# WHAT IS REQUIRED
Take from the data every line in which the word "them" is found.

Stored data
========
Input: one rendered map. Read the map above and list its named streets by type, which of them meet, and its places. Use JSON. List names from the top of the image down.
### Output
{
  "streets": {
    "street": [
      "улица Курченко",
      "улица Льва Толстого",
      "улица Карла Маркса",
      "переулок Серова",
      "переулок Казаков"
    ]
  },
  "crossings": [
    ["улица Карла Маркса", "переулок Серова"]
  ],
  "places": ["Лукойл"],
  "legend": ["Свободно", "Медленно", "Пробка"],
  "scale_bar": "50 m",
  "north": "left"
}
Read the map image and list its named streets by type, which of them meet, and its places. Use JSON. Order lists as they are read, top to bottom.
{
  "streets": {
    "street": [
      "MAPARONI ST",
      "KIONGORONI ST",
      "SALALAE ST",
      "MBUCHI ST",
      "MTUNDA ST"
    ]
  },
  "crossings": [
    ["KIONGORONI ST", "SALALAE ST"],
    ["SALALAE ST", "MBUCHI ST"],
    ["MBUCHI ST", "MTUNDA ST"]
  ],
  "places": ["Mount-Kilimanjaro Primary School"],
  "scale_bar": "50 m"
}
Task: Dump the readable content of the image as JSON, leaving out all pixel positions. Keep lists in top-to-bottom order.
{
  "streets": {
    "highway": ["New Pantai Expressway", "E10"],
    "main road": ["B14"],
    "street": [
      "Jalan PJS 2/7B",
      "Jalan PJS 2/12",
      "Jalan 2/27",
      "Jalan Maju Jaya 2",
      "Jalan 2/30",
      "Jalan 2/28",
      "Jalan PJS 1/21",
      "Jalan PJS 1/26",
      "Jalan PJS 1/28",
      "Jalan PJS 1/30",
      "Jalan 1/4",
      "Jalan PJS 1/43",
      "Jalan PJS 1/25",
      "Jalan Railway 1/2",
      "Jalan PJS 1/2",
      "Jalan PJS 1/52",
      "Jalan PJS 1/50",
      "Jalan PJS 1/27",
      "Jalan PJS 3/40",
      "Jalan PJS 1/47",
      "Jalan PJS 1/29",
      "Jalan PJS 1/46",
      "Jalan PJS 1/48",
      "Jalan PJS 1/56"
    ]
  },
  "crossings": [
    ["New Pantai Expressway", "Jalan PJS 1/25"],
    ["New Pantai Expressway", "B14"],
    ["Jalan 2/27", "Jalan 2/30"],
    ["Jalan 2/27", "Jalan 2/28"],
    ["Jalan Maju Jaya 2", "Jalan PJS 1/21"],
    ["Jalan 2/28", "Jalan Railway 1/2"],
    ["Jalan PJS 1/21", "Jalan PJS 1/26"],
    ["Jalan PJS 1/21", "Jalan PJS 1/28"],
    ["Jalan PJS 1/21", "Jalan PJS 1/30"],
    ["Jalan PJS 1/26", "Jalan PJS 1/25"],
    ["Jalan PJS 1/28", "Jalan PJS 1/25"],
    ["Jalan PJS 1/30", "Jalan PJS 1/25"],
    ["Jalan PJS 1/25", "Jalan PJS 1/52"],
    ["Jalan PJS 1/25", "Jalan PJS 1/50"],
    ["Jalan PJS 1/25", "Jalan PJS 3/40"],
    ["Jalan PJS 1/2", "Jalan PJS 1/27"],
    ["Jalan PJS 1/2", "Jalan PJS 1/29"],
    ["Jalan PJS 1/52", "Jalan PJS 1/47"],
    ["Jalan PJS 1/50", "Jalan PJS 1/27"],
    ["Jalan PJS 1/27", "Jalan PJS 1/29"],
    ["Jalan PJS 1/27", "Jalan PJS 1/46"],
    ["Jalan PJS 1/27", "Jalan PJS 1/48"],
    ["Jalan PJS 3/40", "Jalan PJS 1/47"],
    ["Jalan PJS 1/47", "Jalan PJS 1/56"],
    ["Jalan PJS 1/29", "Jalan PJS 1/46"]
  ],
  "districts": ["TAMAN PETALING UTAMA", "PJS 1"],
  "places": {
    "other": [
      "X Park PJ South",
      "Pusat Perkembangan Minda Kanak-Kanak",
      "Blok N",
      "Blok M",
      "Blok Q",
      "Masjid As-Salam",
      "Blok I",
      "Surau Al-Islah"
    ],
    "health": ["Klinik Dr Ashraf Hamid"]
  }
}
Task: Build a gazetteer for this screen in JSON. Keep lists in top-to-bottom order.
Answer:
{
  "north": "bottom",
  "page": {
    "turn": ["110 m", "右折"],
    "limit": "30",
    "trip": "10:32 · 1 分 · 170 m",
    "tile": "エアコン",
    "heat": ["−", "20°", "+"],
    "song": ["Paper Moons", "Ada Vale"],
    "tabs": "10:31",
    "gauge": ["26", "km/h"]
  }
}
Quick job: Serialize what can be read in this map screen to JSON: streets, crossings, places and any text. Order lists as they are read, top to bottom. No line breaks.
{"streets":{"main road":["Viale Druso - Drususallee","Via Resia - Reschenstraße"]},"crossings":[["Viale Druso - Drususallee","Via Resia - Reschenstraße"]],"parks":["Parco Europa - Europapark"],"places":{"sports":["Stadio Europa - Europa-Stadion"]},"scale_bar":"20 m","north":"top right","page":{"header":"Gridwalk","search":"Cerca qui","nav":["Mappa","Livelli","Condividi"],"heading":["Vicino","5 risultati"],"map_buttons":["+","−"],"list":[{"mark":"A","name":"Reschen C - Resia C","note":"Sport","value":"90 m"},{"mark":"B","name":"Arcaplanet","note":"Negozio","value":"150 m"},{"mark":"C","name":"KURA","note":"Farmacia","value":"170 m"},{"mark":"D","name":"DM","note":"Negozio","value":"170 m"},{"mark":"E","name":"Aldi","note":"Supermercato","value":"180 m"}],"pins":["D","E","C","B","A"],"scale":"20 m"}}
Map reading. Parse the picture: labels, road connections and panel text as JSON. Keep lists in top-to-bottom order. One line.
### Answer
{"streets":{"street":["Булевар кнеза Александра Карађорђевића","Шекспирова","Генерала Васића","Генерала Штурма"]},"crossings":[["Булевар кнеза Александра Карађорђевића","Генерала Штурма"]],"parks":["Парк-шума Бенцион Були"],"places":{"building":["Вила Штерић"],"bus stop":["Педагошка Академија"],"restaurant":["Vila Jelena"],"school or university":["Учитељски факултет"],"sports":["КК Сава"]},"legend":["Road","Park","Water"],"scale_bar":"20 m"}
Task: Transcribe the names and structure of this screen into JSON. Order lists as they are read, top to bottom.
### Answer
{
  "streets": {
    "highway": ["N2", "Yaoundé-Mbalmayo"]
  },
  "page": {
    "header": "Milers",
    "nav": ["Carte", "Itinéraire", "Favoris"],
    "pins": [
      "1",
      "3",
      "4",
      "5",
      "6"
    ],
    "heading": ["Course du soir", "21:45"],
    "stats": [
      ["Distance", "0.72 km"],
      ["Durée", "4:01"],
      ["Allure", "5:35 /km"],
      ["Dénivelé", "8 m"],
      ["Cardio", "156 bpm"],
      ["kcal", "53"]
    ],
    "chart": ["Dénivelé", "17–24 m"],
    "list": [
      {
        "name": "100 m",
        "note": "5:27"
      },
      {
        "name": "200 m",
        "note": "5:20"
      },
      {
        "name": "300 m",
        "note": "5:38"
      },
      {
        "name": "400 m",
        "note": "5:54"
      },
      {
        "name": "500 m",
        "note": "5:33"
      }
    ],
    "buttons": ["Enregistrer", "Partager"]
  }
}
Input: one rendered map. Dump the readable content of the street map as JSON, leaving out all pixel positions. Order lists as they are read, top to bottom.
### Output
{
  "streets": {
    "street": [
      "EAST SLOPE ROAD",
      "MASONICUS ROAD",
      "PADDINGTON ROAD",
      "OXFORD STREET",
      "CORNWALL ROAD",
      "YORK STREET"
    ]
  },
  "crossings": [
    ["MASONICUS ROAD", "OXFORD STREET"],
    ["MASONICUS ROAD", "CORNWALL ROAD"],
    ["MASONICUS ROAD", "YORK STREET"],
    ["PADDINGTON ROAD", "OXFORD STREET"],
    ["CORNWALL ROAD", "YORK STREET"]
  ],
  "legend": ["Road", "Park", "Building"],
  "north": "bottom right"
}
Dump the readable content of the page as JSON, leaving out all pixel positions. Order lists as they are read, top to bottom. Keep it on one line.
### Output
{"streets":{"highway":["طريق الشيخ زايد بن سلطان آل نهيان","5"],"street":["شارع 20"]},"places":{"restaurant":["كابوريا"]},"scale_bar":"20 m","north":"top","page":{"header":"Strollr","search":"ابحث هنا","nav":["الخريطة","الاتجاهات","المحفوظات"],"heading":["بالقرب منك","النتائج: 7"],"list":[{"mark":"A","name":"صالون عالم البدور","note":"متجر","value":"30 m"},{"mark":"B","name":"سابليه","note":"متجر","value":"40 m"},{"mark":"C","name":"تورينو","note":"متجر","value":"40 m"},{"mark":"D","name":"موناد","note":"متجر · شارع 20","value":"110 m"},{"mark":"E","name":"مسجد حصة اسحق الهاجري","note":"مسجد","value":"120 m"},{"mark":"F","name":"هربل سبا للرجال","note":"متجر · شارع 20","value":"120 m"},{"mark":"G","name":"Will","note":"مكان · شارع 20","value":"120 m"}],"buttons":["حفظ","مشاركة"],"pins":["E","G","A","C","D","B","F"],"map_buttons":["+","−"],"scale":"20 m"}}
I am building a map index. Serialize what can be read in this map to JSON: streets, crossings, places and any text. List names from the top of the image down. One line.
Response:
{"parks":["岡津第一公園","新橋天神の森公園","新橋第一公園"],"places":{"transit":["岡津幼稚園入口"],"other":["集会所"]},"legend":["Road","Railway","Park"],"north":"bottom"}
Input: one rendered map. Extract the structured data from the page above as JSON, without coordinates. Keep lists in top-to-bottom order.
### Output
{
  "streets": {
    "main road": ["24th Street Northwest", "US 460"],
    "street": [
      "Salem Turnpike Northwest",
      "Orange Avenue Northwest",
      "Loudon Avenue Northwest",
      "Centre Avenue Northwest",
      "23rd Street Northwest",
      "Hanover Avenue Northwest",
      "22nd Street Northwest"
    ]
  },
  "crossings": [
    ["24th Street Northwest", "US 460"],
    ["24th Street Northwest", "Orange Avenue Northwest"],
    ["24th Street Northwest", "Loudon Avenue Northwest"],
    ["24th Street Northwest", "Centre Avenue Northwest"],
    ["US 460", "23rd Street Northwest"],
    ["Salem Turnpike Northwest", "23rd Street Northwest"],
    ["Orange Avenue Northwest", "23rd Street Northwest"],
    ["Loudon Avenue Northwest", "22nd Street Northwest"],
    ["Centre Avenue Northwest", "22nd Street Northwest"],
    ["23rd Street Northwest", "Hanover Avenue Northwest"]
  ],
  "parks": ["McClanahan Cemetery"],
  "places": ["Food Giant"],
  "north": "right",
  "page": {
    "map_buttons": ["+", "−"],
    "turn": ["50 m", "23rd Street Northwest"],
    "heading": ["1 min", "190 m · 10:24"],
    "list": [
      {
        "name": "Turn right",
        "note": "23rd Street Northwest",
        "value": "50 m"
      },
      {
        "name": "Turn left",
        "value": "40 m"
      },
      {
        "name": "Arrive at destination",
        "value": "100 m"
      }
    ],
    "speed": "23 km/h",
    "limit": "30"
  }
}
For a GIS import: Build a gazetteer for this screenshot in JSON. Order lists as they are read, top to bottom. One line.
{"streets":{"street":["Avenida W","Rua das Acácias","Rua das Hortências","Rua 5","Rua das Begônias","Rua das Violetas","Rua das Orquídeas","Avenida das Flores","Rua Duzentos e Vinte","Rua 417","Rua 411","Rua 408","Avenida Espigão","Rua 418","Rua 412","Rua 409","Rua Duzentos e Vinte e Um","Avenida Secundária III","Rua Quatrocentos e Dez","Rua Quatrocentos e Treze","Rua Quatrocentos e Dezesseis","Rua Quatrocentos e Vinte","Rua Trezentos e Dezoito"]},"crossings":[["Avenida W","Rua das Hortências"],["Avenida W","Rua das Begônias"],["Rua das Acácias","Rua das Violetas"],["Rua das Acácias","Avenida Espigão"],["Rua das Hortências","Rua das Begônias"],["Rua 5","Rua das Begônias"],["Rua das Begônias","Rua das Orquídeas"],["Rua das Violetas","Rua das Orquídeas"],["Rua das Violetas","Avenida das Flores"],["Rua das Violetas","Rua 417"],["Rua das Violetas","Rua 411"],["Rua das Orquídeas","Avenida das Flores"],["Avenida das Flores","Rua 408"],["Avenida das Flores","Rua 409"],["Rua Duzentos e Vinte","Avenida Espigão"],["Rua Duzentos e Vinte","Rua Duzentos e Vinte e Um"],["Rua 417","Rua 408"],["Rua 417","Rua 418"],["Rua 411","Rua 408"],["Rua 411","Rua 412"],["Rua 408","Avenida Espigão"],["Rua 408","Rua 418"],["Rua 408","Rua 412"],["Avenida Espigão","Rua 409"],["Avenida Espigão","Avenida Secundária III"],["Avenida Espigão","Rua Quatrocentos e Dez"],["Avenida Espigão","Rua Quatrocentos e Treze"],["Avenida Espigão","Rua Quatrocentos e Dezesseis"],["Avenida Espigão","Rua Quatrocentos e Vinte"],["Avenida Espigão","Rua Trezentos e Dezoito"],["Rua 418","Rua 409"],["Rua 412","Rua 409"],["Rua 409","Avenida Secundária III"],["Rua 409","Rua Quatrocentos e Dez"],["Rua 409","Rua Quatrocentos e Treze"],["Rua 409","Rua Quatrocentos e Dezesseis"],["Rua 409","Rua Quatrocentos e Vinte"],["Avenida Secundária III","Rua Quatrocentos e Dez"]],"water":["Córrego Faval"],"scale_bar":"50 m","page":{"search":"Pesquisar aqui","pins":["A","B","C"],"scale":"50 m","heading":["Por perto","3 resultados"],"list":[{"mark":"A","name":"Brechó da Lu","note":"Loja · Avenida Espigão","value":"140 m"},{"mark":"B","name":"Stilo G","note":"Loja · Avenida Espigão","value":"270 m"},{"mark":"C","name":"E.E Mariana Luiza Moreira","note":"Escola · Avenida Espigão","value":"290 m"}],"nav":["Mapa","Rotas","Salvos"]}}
========
# RESPONSE AREA
Input: one rendered map. Read the map above and list its named streets by type, which of them meet, and its places. Use JSON. List names from the top of the image down.
Read the map image and list its named streets by type, which of them meet, and its places. Use JSON. Order lists as they are read, top to bottom.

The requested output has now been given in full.